Richard Stallman of the Free Software Foundation held forth on his
ideals for software as an instrument for freeing individuals to do
useful work and creating communities of cooperation where sharing
enables a whole that is greater than the sum of its parts. Mr. Stallman,
in town for the Conference on World Affairs, talked for over 2 hours to a
standing-room-only crowd who appeared based on a single day's notice.
Richard described his early experiences with software that was both
free (source available without limitations) and proprietary at MIT
where he worked in the early days of computing (PDP-10s). Due to this
experience he decided to dedicate his life to creating free software.

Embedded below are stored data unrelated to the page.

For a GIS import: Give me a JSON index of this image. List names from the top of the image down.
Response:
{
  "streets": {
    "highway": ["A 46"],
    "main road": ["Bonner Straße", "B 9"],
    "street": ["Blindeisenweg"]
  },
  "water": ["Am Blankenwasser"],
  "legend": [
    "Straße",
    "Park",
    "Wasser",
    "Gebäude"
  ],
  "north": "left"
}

While Mr. Stallman preaches that software needs to be free ("without
source, it's not SOFTware") he also practices what he preaches, refusing
to develop code for customers that want to keep a proprietary advantage
and living an ascetic, low cost lifestyle that enables him to give away
the results of his work. He lives in a single room and doesn't own
a car, subsisting on his MacArthur Foundation grant and money saved
from his free software support contracts. He founded the Free Software
Foundation to create an operating system that would be free from
proprietary restrictions and has been successful in creating a community
of developers dedicating their time to his cause.
Richard described his strategy of piecemeal replacement of UNIX utilities
with free versions starting with the editor EMACS and which has culminated
in the free UNIX he calls GNU-Linux (Linux kernel with GNU utilities).
Although most people refer to the distribution as Linux, he asked that
people use the GNU designation to acknowledge the contributions of the GNU
community (although by rights it should then be called the BSD-GNU-X-Linux
distribution). Not content with the mono-lithic Linux implementation of the
UNIX kernel, he is continuing an effort called HURD (Hurd of UNIX Replacement
Daemons). The HURD kernel is composed of multiple multithreaded servers
servicing system calls built directly into the GNU C library and running
atop the message passing Mach micro kernel from CMU. This architecture
should make it much easier to debug and enhance the operating system's
functionality. For example, users can add their own file systems as user
tasks, rather than having to re-write the operating system kernel.
Although Mr. Stallman may come across as a bit of religious fanatic to those
employed by the companies who's proprietary software he skewers, he finished
up poking fun at his own software religion by donning a robe and disk platter
"halo" and impersonating his "friend" St. Ignacio to exhort his followers to
pledge to run only free software on their computers.